TASK DIRECTIONS => For each entry that follows, produce an exact copy.

○ ○ ○ ○ ○ ○ ○

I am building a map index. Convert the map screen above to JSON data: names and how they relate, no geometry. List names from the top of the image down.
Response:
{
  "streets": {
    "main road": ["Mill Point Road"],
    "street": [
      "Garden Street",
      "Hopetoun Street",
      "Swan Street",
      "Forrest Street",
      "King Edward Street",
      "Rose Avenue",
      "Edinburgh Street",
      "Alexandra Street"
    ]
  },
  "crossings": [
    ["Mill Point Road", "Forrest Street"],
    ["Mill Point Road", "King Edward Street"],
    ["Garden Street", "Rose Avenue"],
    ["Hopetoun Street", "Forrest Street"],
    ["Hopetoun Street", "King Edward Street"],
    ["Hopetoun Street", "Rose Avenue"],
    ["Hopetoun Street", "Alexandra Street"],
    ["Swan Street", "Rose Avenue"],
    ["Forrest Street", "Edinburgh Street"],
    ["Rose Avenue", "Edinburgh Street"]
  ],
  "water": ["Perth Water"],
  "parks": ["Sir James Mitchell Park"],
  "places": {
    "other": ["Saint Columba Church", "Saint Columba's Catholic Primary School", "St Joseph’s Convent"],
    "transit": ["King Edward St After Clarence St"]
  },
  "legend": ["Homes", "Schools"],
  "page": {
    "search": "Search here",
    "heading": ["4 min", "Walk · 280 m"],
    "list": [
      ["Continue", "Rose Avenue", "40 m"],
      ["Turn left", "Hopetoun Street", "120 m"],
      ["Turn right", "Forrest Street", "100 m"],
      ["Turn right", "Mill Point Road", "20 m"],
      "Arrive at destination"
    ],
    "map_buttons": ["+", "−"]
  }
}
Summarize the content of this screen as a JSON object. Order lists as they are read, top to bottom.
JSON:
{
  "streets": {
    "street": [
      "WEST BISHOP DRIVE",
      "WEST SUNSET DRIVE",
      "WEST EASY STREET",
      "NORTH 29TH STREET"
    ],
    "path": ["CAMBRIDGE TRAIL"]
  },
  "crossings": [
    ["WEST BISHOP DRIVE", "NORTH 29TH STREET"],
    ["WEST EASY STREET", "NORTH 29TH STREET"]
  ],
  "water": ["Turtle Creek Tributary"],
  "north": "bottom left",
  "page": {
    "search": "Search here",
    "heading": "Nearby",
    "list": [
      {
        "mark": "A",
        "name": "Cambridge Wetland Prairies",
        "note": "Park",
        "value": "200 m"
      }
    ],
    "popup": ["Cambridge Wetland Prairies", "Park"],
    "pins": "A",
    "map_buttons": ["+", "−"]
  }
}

○ ○ ○ ○ ○ ○ ○

WRITTEN RESPONSE =>
I am building a map index. Convert the map screen above to JSON data: names and how they relate, no geometry. List names from the top of the image down.
Response:
{
  "streets": {
    "main road": ["Mill Point Road"],
    "street": [
      "Garden Street",
      "Hopetoun Street",
      "Swan Street",
      "Forrest Street",
      "King Edward Street",
      "Rose Avenue",
      "Edinburgh Street",
      "Alexandra Street"
    ]
  },
  "crossings": [
    ["Mill Point Road", "Forrest Street"],
    ["Mill Point Road", "King Edward Street"],
    ["Garden Street", "Rose Avenue"],
    ["Hopetoun Street", "Forrest Street"],
    ["Hopetoun Street", "King Edward Street"],
    ["Hopetoun Street", "Rose Avenue"],
    ["Hopetoun Street", "Alexandra Street"],
    ["Swan Street", "Rose Avenue"],
    ["Forrest Street", "Edinburgh Street"],
    ["Rose Avenue", "Edinburgh Street"]
  ],
  "water": ["Perth Water"],
  "parks": ["Sir James Mitchell Park"],
  "places": {
    "other": ["Saint Columba Church", "Saint Columba's Catholic Primary School", "St Joseph’s Convent"],
    "transit": ["King Edward St After Clarence St"]
  },
  "legend": ["Homes", "Schools"],
  "page": {
    "search": "Search here",
    "heading": ["4 min", "Walk · 280 m"],
    "list": [
      ["Continue", "Rose Avenue", "40 m"],
      ["Turn left", "Hopetoun Street", "120 m"],
      ["Turn right", "Forrest Street", "100 m"],
      ["Turn right", "Mill Point Road", "20 m"],
      "Arrive at destination"
    ],
    "map_buttons": ["+", "−"]
  }
}
Summarize the content of this screen as a JSON object. Order lists as they are read, top to bottom.
JSON:
{
  "streets": {
    "street": [
      "WEST BISHOP DRIVE",
      "WEST SUNSET DRIVE",
      "WEST EASY STREET",
      "NORTH 29TH STREET"
    ],
    "path": ["CAMBRIDGE TRAIL"]
  },
  "crossings": [
    ["WEST BISHOP DRIVE", "NORTH 29TH STREET"],
    ["WEST EASY STREET", "NORTH 29TH STREET"]
  ],
  "water": ["Turtle Creek Tributary"],
  "north": "bottom left",
  "page": {
    "search": "Search here",
    "heading": "Nearby",
    "list": [
      {
        "mark": "A",
        "name": "Cambridge Wetland Prairies",
        "note": "Park",
        "value": "200 m"
      }
    ],
    "popup": ["Cambridge Wetland Prairies", "Park"],
    "pins": "A",
    "map_buttons": ["+", "−"]
  }
}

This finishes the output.